TL;DR: Discover the exact backend optimization strategies that reduced API response times from 800ms to 120ms, scaled from 120 req/s to 8,500 req/s, and cut costs by 60% - all while handling 100K+ concurrent users. Real metrics and production-ready patterns included! 🚀

Frontend performance means nothing if your backend can't keep up. At 100K+ users, every millisecond of API latency matters. Here's how I transformed my Node.js/Express backend from struggling with hundreds of requests per second to smoothly handling thousands.

🎯 The Backend Challenge: Speed, Scale & Reliability

When you scale from 1K to 100K+ users, backend challenges multiply:

API response times that were acceptable at 800ms become unacceptable
Single server architecture can't handle the load
Database connections become the bottleneck
Memory leaks that were hidden now crash servers
Error rates spike without proper handling
Costs skyrocket without optimization

The key insight: You can't just "add more servers" - you need systematic optimization.

📊 Starting Point vs.

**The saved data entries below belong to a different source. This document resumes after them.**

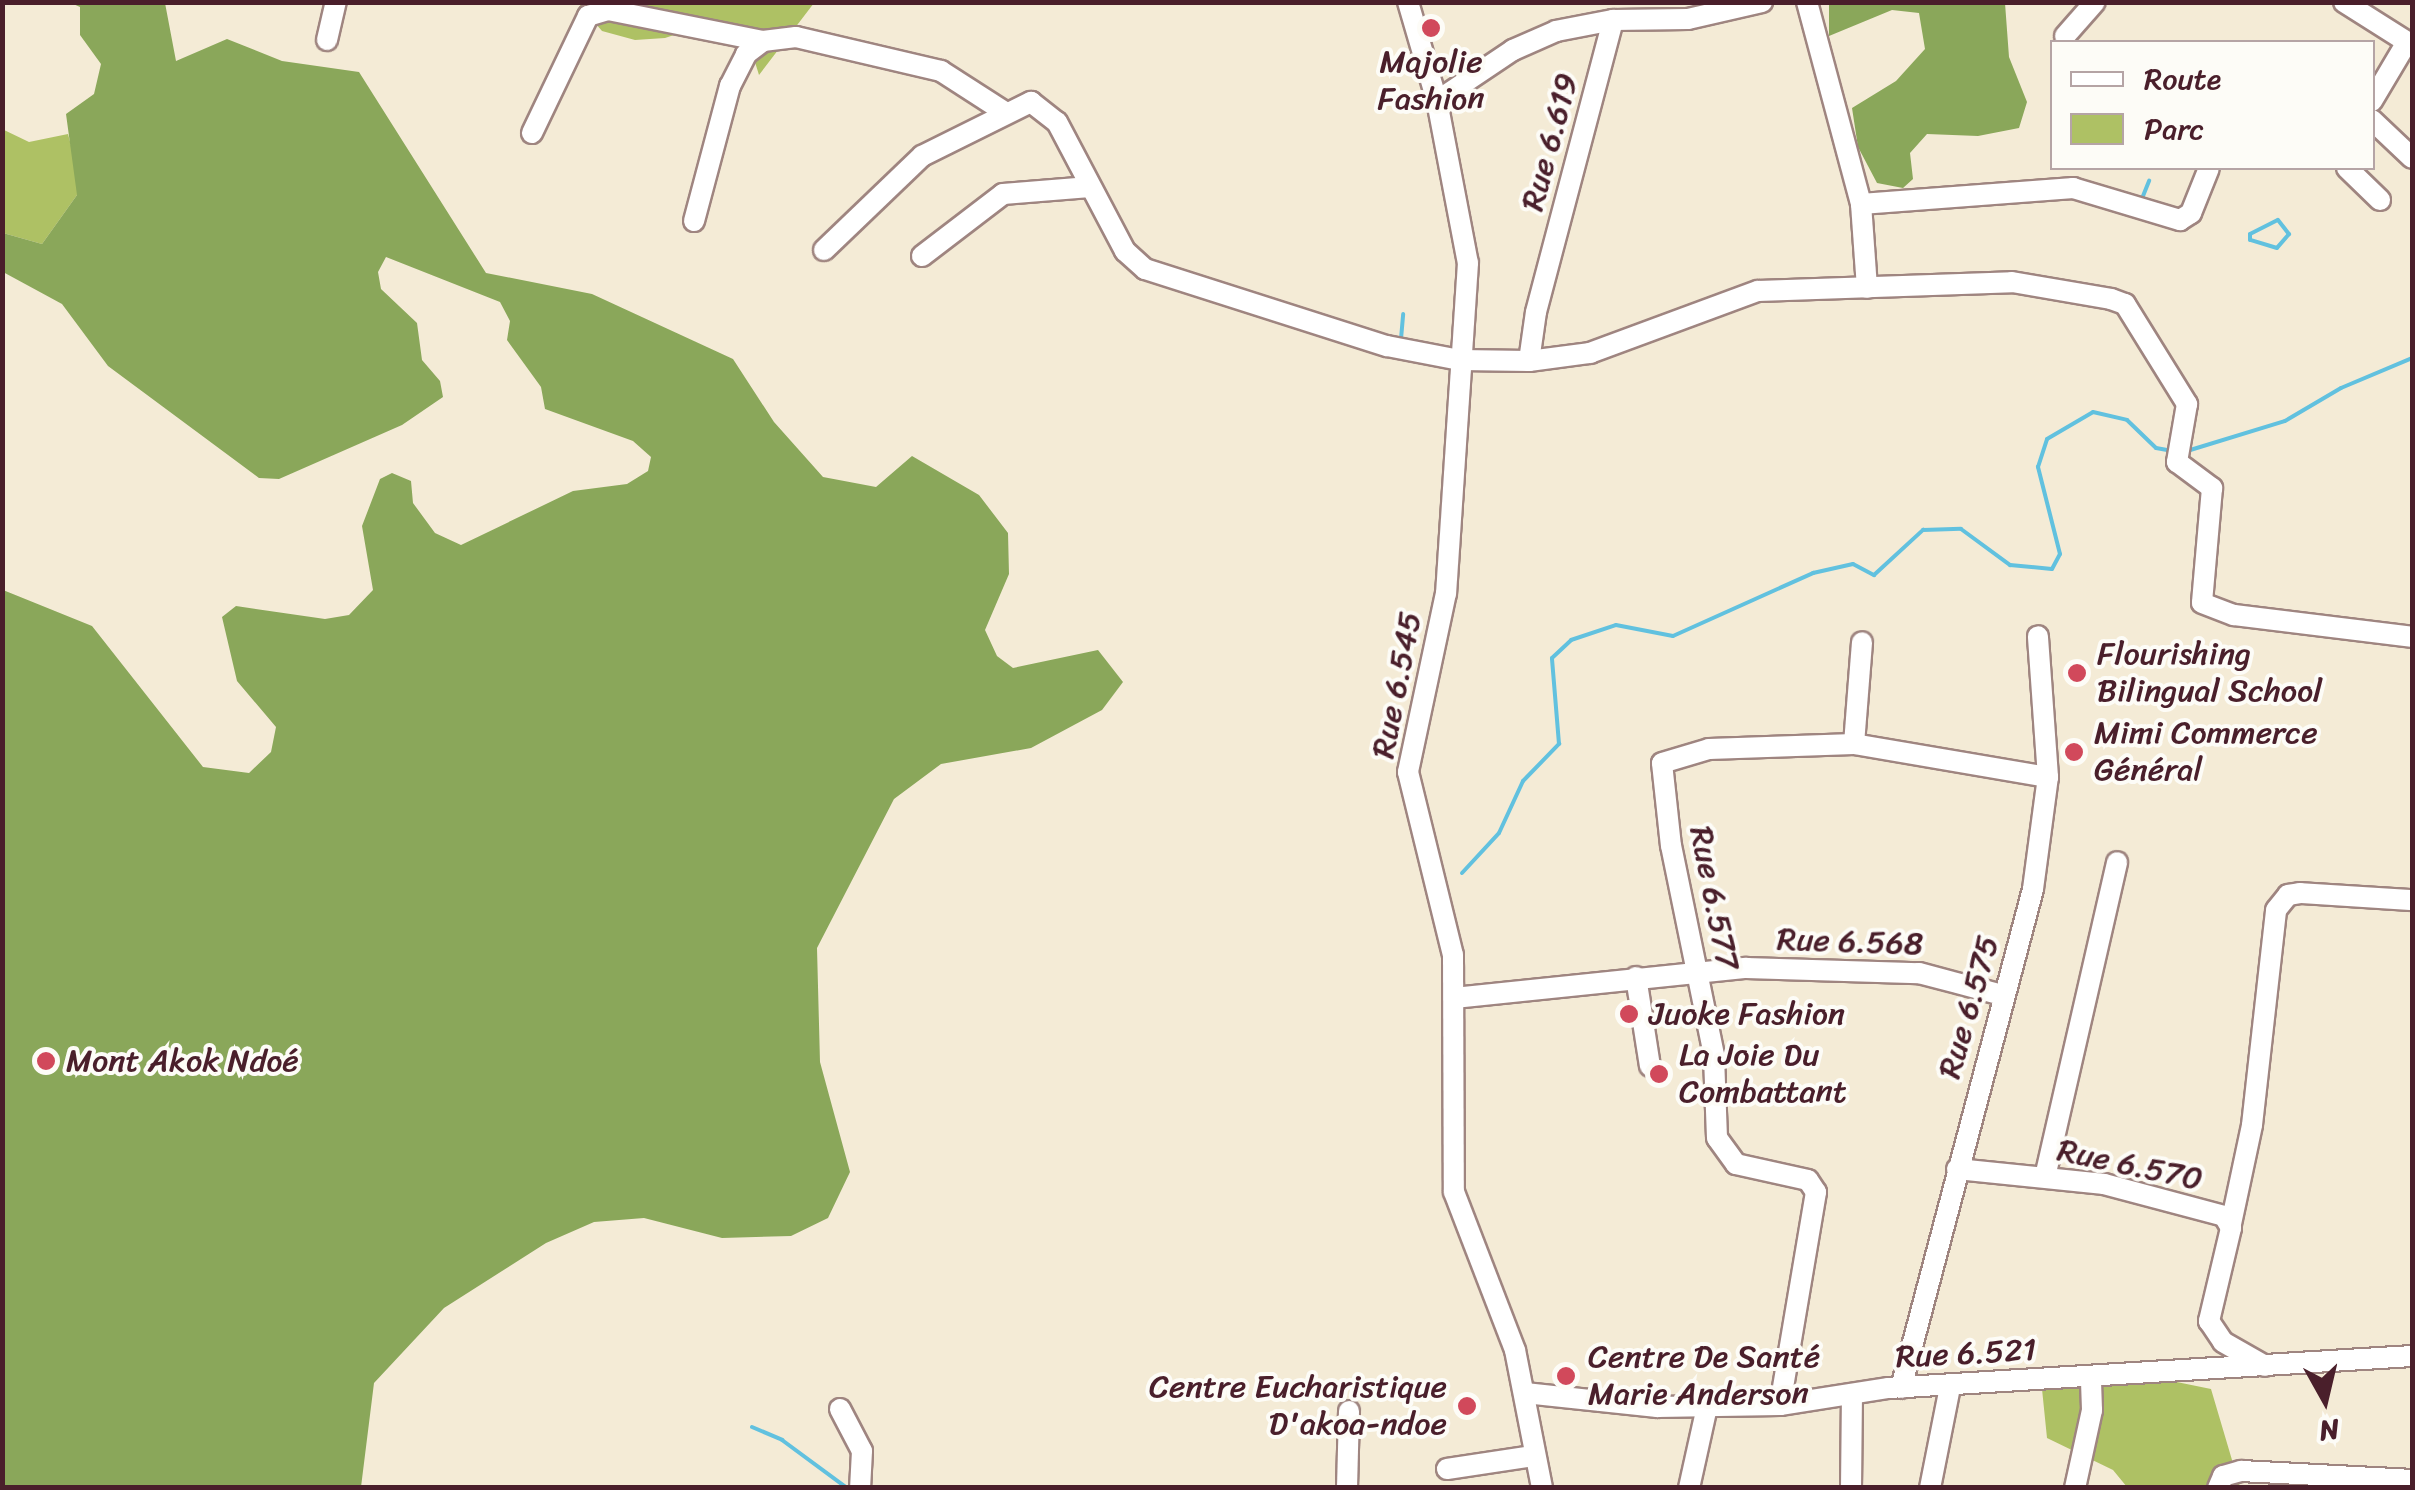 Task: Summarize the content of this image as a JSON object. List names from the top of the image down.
{
  "streets": {
    "street": [
      "Rue 6.619",
      "Rue 6.545",
      "Rue 6.577",
      "Rue 6.568",
      "Rue 6.575",
      "Rue 6.570",
      "Rue 6.521"
    ]
  },
  "crossings": [
    ["Rue 6.545", "Rue 6.568"],
    ["Rue 6.545", "Rue 6.521"],
    ["Rue 6.577", "Rue 6.568"],
    ["Rue 6.577", "Rue 6.521"],
    ["Rue 6.568", "Rue 6.575"],
    ["Rue 6.575", "Rue 6.570"],
    ["Rue 6.575", "Rue 6.521"],
    ["Rue 6.570", "Rue 6.521"]
  ],
  "places": [
    "Majolie Fashion",
    "Flourishing Bilingual School",
    "Mimi Commerce Général",
    "Juoke Fashion",
    "Mont Akok Ndoé",
    "La Joie Du Combattant",
    "Centre De Santé Marie Anderson",
    "Centre Eucharistique D'akoa-ndoe"
  ],
  "legend": ["Route", "Parc"],
  "north": "bottom"
}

Results

Before Backend Optimization:

Performance:
  ├── Avg Response Time: 800ms
  ├── P95 Response Time: 2,400ms
  ├── P99 Response Time: 4,500ms
  ├── Throughput: 120 req/s
  └── Error Rate: 2.3%

Infrastructure:
  ├── Servers: 2 instances
  ├── Database Connections: Direct
  ├── Caching: None
  └── Load Balancing: Basic

Cost:
  └── Monthly: $450/month

After Backend Optimization:

Performance:
  ├── Avg Response Time: 120ms (85% faster) 🚀
  ├── P95 Response Time: 310ms (87% faster) ⚡
  ├── P99 Response Time: 580ms (87% faster) 🔥
  ├── Throughput: 8,500 req/s (70x increase) 💪
  └── Error Rate: 0.08% (96% reduction) ✅

Infrastructure:
  ├── Servers: Auto-scaling (2-20 instances)
  ├── Database Connections: Pool + replicas
  ├── Caching: Redis (87% hit rate)
  └── Load Balancing: Advanced with health checks

Cost:
  └── Monthly: $680/month (1.5x cost, 70x capacity!)

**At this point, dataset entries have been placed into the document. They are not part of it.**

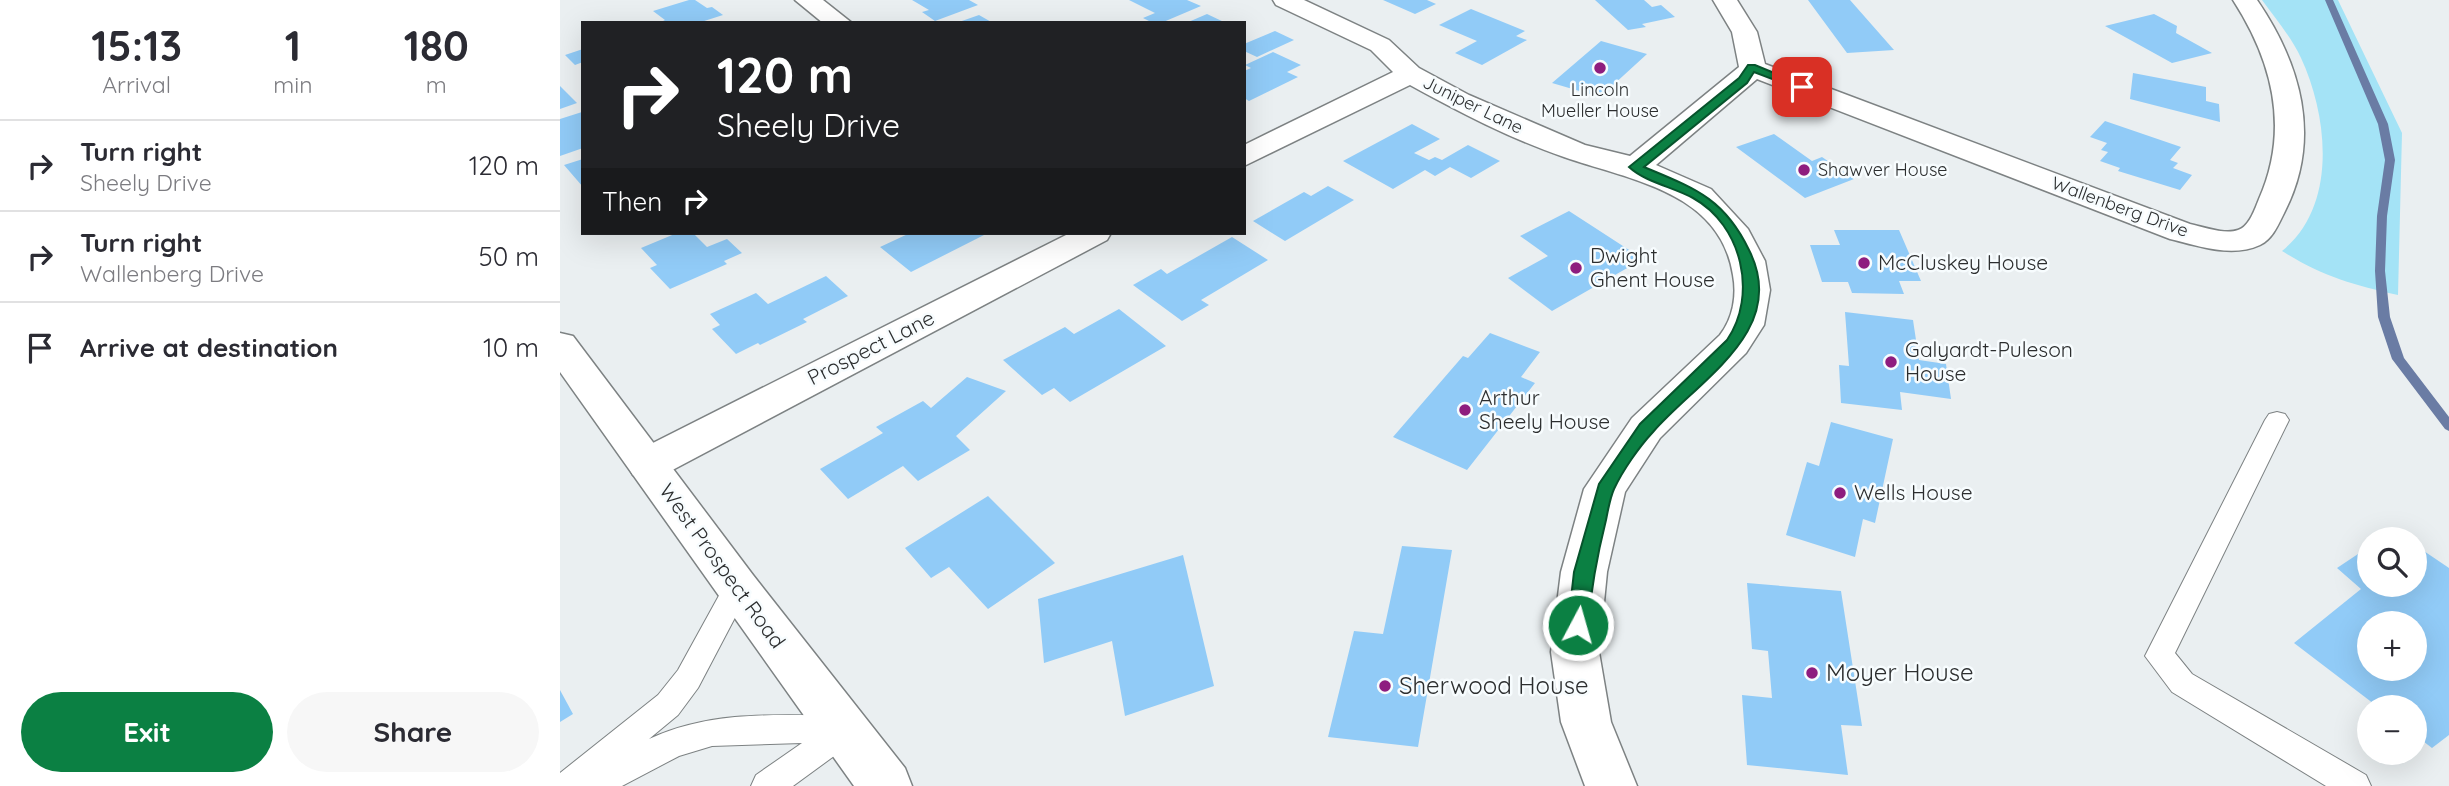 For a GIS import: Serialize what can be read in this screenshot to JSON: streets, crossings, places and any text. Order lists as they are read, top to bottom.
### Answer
{
  "streets": {
    "street": [
      "Juniper Lane",
      "Wallenberg Drive",
      "Prospect Lane",
      "West Prospect Road"
    ]
  },
  "crossings": [
    ["Prospect Lane", "West Prospect Road"]
  ],
  "places": [
    "Lincoln Mueller House",
    "Shawver House",
    "McCluskey House",
    "Dwight Ghent House",
    "Galyardt-Puleson House",
    "Arthur Sheely House",
    "Wells House",
    "Moyer House",
    "Sherwood House"
  ],
  "page": {
    "eta": [
      "15:13",
      "Arrival",
      "1",
      "min",
      "180",
      "m"
    ],
    "turn": ["120 m", "Sheely Drive"],
    "list": [
      {
        "name": "Turn right",
        "note": "Sheely Drive",
        "value": "120 m"
      },
      {
        "name": "Turn right",
        "note": "Wallenberg Drive",
        "value": "50 m"
      },
      {
        "name": "Arrive at destination",
        "value": "10 m"
      }
    ],
    "then": "Then",
    "map_buttons": ["+", "−"],
    "buttons": ["Exit", "Share"]
  }
}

Cost per request dropped from $0.0031 to $0.000044 - that's 98.6% more efficient!

⚡ Strategy #1: API Response Optimization

The Problem: Slow Endpoints Killing UX

Before: Inefficient data fetching

// ❌ BAD: Multiple sequential database queries
@Get('/api/teams/:teamId/dashboard')
async getTeamDashboard(@Param('teamId') teamId: number): Promise<any> {
  // Query 1: Get team info (200ms)
  const team = await this.db.query(
    'SELECT * FROM teams WHERE id = $1',
    [teamId]
  );

  // Query 2: Get team members (300ms)
  const members = await this.db.query(
    'SELECT * FROM users WHERE team_id = $1',
    [teamId]
  );

  // Query 3: Get metrics for each member (400ms each!)
  const memberMetrics = [];
  for (const member of members) {
    const metrics = await this.db.query(
      'SELECT * FROM metrics WHERE user_id = $1',
      [member.id]
    );
    memberMetrics.push(metrics);
  }

  // Query 4: Get team stats (250ms)
  const stats = await this.db.query(
    'SELECT * FROM team_stats WHERE team_id = $1',
    [teamId]
  );

  return { team, members, memberMetrics, stats };
}

// Total time: 200 + 300 + (400 × members) + 250 = 2,000ms+ for 3 members!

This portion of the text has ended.